▸ **Provided records**:
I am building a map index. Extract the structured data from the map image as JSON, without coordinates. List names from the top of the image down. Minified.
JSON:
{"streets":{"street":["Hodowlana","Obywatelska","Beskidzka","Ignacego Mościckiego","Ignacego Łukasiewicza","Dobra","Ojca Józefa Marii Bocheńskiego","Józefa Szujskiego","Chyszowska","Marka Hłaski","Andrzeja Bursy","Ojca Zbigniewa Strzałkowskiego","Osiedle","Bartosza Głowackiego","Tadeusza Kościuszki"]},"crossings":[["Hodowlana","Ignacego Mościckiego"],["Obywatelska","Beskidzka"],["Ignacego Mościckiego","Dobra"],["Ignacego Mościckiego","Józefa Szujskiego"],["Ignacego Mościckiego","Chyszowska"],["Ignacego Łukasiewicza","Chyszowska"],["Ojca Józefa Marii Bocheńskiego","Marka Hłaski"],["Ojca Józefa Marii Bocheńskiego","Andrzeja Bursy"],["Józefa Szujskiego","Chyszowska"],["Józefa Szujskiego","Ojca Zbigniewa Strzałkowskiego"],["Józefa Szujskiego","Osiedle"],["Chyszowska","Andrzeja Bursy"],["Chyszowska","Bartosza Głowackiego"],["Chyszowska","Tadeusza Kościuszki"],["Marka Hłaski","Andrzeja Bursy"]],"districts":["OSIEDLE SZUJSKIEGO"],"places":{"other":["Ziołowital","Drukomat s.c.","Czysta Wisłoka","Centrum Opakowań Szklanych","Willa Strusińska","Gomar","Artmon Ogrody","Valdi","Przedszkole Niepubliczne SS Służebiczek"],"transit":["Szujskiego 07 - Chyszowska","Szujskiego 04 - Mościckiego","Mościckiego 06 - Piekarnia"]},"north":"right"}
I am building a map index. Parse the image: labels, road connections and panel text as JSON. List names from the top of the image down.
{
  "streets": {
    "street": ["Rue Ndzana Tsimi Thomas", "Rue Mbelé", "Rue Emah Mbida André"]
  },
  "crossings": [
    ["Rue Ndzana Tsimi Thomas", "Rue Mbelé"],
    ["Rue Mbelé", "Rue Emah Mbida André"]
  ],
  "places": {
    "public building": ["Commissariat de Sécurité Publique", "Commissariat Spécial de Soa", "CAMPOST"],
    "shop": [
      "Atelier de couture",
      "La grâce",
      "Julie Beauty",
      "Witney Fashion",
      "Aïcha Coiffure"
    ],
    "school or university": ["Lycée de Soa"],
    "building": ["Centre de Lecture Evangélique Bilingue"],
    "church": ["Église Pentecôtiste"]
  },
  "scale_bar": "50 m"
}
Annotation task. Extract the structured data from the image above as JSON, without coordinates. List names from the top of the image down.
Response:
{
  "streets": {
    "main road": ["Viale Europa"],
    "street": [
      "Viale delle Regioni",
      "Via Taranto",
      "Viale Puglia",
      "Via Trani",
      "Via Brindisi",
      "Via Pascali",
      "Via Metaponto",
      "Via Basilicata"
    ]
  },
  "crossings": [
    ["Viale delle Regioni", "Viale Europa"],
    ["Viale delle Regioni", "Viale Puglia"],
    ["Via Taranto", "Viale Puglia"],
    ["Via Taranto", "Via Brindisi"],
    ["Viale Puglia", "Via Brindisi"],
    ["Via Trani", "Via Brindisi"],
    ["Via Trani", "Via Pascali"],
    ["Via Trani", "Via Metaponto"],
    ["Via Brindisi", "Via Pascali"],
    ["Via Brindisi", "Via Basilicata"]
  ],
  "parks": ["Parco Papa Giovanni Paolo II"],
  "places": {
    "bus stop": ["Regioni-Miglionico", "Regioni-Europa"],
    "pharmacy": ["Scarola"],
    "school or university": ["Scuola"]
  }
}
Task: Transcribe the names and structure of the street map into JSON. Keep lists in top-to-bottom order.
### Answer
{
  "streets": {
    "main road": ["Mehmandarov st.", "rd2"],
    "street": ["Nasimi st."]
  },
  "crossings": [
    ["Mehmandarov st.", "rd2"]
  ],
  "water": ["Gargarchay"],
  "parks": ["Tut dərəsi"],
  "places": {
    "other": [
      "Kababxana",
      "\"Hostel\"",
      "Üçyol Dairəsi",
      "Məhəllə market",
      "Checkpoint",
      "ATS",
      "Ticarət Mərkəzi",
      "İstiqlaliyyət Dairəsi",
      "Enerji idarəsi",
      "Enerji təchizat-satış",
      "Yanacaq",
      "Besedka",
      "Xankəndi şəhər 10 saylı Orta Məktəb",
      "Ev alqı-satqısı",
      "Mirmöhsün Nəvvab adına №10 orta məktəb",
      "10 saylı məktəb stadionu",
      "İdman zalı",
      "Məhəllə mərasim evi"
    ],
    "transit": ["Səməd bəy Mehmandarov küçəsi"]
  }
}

▸ **Exercise prompt**: Would you retype the listing above in full, exactly as it reads?

▸ **Solution to this task**:
I am building a map index. Extract the structured data from the map image as JSON, without coordinates. List names from the top of the image down. Minified.
JSON:
{"streets":{"street":["Hodowlana","Obywatelska","Beskidzka","Ignacego Mościckiego","Ignacego Łukasiewicza","Dobra","Ojca Józefa Marii Bocheńskiego","Józefa Szujskiego","Chyszowska","Marka Hłaski","Andrzeja Bursy","Ojca Zbigniewa Strzałkowskiego","Osiedle","Bartosza Głowackiego","Tadeusza Kościuszki"]},"crossings":[["Hodowlana","Ignacego Mościckiego"],["Obywatelska","Beskidzka"],["Ignacego Mościckiego","Dobra"],["Ignacego Mościckiego","Józefa Szujskiego"],["Ignacego Mościckiego","Chyszowska"],["Ignacego Łukasiewicza","Chyszowska"],["Ojca Józefa Marii Bocheńskiego","Marka Hłaski"],["Ojca Józefa Marii Bocheńskiego","Andrzeja Bursy"],["Józefa Szujskiego","Chyszowska"],["Józefa Szujskiego","Ojca Zbigniewa Strzałkowskiego"],["Józefa Szujskiego","Osiedle"],["Chyszowska","Andrzeja Bursy"],["Chyszowska","Bartosza Głowackiego"],["Chyszowska","Tadeusza Kościuszki"],["Marka Hłaski","Andrzeja Bursy"]],"districts":["OSIEDLE SZUJSKIEGO"],"places":{"other":["Ziołowital","Drukomat s.c.","Czysta Wisłoka","Centrum Opakowań Szklanych","Willa Strusińska","Gomar","Artmon Ogrody","Valdi","Przedszkole Niepubliczne SS Służebiczek"],"transit":["Szujskiego 07 - Chyszowska","Szujskiego 04 - Mościckiego","Mościckiego 06 - Piekarnia"]},"north":"right"}
I am building a map index. Parse the image: labels, road connections and panel text as JSON. List names from the top of the image down.
{
  "streets": {
    "street": ["Rue Ndzana Tsimi Thomas", "Rue Mbelé", "Rue Emah Mbida André"]
  },
  "crossings": [
    ["Rue Ndzana Tsimi Thomas", "Rue Mbelé"],
    ["Rue Mbelé", "Rue Emah Mbida André"]
  ],
  "places": {
    "public building": ["Commissariat de Sécurité Publique", "Commissariat Spécial de Soa", "CAMPOST"],
    "shop": [
      "Atelier de couture",
      "La grâce",
      "Julie Beauty",
      "Witney Fashion",
      "Aïcha Coiffure"
    ],
    "school or university": ["Lycée de Soa"],
    "building": ["Centre de Lecture Evangélique Bilingue"],
    "church": ["Église Pentecôtiste"]
  },
  "scale_bar": "50 m"
}
Annotation task. Extract the structured data from the image above as JSON, without coordinates. List names from the top of the image down.
Response:
{
  "streets": {
    "main road": ["Viale Europa"],
    "street": [
      "Viale delle Regioni",
      "Via Taranto",
      "Viale Puglia",
      "Via Trani",
      "Via Brindisi",
      "Via Pascali",
      "Via Metaponto",
      "Via Basilicata"
    ]
  },
  "crossings": [
    ["Viale delle Regioni", "Viale Europa"],
    ["Viale delle Regioni", "Viale Puglia"],
    ["Via Taranto", "Viale Puglia"],
    ["Via Taranto", "Via Brindisi"],
    ["Viale Puglia", "Via Brindisi"],
    ["Via Trani", "Via Brindisi"],
    ["Via Trani", "Via Pascali"],
    ["Via Trani", "Via Metaponto"],
    ["Via Brindisi", "Via Pascali"],
    ["Via Brindisi", "Via Basilicata"]
  ],
  "parks": ["Parco Papa Giovanni Paolo II"],
  "places": {
    "bus stop": ["Regioni-Miglionico", "Regioni-Europa"],
    "pharmacy": ["Scarola"],
    "school or university": ["Scuola"]
  }
}
Task: Transcribe the names and structure of the street map into JSON. Keep lists in top-to-bottom order.
### Answer
{
  "streets": {
    "main road": ["Mehmandarov st.", "rd2"],
    "street": ["Nasimi st."]
  },
  "crossings": [
    ["Mehmandarov st.", "rd2"]
  ],
  "water": ["Gargarchay"],
  "parks": ["Tut dərəsi"],
  "places": {
    "other": [
      "Kababxana",
      "\"Hostel\"",
      "Üçyol Dairəsi",
      "Məhəllə market",
      "Checkpoint",
      "ATS",
      "Ticarət Mərkəzi",
      "İstiqlaliyyət Dairəsi",
      "Enerji idarəsi",
      "Enerji təchizat-satış",
      "Yanacaq",
      "Besedka",
      "Xankəndi şəhər 10 saylı Orta Məktəb",
      "Ev alqı-satqısı",
      "Mirmöhsün Nəvvab adına №10 orta məktəb",
      "10 saylı məktəb stadionu",
      "İdman zalı",
      "Məhəllə mərasim evi"
    ],
    "transit": ["Səməd bəy Mehmandarov küçəsi"]
  }
}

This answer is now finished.